States are failing millions mired in housing crisis, says UN expert

By agency reporter
March 5, 2019

States cannot put themselves forward as human rights leaders while leaving increasing numbers of residents to live and die on their streets, with no means to hold their Governments accountable and with no access to effective remedies, a UN human rights expert has said.

“The time for excuses, justifications and looking the other way when access to justice is denied for the right to housing has long passed”, the Special Rapporteur on the right to housing, Leilani Farha, said in a report presented to the United Nations Human Rights Council in Geneva. “Rights must have remedies, and Governments must be held accountable to rights holders.

“Rampant evictions of those living in informal settlements and encampments, disregard of court orders and the rule of law and criminalisation of people who are homeless suggest one thing: those whose right to housing has been violated have not been recognised and treated as equal members of the human family”, she said.

“As long as States deny access to justice for the right to housing, they perpetuate a hierarchy of human rights, exposing the discriminatory position that some rights (and thus some rights holders) matter more than others.”

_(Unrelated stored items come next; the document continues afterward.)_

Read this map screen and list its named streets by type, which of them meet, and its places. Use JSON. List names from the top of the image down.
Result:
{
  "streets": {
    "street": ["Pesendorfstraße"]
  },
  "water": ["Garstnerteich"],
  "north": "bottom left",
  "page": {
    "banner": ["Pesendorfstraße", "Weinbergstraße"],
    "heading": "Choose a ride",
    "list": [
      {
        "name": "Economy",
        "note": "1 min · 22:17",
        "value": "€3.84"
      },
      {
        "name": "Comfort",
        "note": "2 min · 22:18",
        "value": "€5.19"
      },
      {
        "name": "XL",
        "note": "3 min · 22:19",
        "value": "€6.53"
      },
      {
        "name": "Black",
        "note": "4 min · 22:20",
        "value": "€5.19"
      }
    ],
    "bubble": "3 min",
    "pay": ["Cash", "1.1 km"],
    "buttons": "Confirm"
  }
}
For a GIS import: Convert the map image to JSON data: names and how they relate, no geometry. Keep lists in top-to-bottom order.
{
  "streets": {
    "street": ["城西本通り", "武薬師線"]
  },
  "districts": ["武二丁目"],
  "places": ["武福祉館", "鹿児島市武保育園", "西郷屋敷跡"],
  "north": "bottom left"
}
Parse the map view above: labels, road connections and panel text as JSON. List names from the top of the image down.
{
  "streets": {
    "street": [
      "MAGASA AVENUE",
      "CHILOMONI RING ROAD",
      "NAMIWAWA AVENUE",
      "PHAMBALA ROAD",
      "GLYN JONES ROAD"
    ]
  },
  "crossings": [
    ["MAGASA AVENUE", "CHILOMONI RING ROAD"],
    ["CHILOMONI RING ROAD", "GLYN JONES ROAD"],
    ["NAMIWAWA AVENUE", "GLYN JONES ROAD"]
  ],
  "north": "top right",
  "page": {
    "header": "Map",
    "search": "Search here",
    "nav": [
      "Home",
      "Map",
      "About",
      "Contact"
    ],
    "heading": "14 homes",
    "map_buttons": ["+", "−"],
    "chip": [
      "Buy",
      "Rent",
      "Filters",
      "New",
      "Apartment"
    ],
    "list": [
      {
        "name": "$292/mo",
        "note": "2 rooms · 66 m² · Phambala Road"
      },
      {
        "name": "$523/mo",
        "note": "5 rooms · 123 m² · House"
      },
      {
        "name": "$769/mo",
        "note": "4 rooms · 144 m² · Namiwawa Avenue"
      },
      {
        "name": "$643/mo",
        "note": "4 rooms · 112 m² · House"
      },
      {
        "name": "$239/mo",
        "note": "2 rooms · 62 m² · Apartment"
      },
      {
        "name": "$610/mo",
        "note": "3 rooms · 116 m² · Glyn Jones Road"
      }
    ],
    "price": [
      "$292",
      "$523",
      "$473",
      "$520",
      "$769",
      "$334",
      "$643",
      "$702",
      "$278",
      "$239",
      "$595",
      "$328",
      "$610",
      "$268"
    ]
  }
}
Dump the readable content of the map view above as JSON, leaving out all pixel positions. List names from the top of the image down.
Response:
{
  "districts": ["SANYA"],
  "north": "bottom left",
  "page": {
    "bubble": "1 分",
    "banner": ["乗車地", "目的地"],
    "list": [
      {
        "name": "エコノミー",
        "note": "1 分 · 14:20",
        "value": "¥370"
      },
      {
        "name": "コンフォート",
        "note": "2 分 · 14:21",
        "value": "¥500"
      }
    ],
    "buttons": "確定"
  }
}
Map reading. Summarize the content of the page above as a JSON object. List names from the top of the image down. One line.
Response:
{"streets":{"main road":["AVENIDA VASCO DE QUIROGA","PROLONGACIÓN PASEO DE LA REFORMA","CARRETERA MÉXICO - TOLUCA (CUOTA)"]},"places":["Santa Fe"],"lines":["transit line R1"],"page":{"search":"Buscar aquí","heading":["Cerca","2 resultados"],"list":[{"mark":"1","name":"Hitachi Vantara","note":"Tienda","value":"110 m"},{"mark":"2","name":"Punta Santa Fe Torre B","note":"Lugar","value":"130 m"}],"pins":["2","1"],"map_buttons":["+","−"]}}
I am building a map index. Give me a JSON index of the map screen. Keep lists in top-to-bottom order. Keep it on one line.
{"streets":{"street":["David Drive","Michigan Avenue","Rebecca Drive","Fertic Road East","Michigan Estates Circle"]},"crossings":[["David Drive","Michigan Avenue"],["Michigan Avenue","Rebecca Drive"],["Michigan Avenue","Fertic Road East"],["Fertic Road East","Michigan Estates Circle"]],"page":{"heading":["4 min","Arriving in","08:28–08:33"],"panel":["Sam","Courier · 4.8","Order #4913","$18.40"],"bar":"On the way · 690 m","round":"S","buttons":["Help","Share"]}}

In the report, Farha suggests that the global housing crisis is rooted in a crisis in access to justice because without access to justice, housing is not properly recognised, understood or addressed as a human right.

“Millions who live in homelessness or unacceptable living conditions have no place where they can claim their right to housing when States have failed to progressively realise the right, imposed forced evictions, or criminalised those living in homelessness or informal housing,” she said.

The Special Rapporteur outlined how compliance with the obligation to progressively realise the right to housing should be adjudicated; how forced evictions and criminalisation must be prevented through access to justice and participation in decision-making; how national human rights institutions and informal justice systems should complement the role of courts; and how private actors are required to ensure access to justice not only for direct harms, but also to ensure that investments or development plans are consistent with the realisation of the right to housing.